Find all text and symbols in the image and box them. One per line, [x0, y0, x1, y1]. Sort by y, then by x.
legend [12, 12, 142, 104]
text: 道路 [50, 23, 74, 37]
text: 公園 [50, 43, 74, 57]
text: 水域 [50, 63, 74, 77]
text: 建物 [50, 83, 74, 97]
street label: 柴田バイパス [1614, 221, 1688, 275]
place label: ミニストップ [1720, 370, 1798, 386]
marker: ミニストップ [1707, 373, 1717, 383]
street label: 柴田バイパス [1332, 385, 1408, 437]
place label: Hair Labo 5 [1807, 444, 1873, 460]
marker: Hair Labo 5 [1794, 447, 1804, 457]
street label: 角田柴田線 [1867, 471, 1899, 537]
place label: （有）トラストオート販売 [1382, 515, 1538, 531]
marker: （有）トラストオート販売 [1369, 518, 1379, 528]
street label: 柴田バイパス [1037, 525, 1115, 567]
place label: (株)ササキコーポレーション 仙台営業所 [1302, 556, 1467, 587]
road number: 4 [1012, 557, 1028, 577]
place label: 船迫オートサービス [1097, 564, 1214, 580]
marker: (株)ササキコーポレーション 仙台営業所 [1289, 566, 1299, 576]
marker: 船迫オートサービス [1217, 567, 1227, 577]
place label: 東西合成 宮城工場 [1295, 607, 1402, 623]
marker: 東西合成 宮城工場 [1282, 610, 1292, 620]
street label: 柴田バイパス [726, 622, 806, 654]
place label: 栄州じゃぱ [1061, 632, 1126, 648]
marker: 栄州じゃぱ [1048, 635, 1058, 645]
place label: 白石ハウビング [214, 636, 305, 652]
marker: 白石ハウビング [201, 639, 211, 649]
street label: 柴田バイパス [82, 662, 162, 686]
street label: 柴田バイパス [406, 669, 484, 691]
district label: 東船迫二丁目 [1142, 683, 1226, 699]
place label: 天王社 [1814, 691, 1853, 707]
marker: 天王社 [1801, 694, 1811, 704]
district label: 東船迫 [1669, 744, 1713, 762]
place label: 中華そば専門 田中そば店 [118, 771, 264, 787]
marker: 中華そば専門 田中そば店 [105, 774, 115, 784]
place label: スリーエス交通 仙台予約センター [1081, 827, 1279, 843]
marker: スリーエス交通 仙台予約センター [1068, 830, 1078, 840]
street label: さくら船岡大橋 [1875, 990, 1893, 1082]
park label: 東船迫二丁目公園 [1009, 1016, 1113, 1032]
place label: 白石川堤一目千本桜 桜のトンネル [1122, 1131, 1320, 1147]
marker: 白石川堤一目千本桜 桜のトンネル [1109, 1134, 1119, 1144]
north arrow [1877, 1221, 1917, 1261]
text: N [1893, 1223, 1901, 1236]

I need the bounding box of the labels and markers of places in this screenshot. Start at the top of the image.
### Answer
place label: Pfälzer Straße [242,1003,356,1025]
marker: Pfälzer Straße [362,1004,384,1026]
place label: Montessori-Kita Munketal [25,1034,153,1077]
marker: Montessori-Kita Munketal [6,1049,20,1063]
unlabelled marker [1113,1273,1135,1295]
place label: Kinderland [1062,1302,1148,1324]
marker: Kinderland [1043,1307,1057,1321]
────────────────────────────────────────
WORK ITEM: The answer is the run of lines that starts at the one containing "I need the bounding" and ends at the last line of the material, reproduced exactly.

RESPONSE:
I need the bounding box of the labels and markers of places in this screenshot. Start at the top of the image.
### Answer
place label: Pfälzer Straße [242,1003,356,1025]
marker: Pfälzer Straße [362,1004,384,1026]
place label: Montessori-Kita Munketal [25,1034,153,1077]
marker: Montessori-Kita Munketal [6,1049,20,1063]
unlabelled marker [1113,1273,1135,1295]
place label: Kinderland [1062,1302,1148,1324]
marker: Kinderland [1043,1307,1057,1321]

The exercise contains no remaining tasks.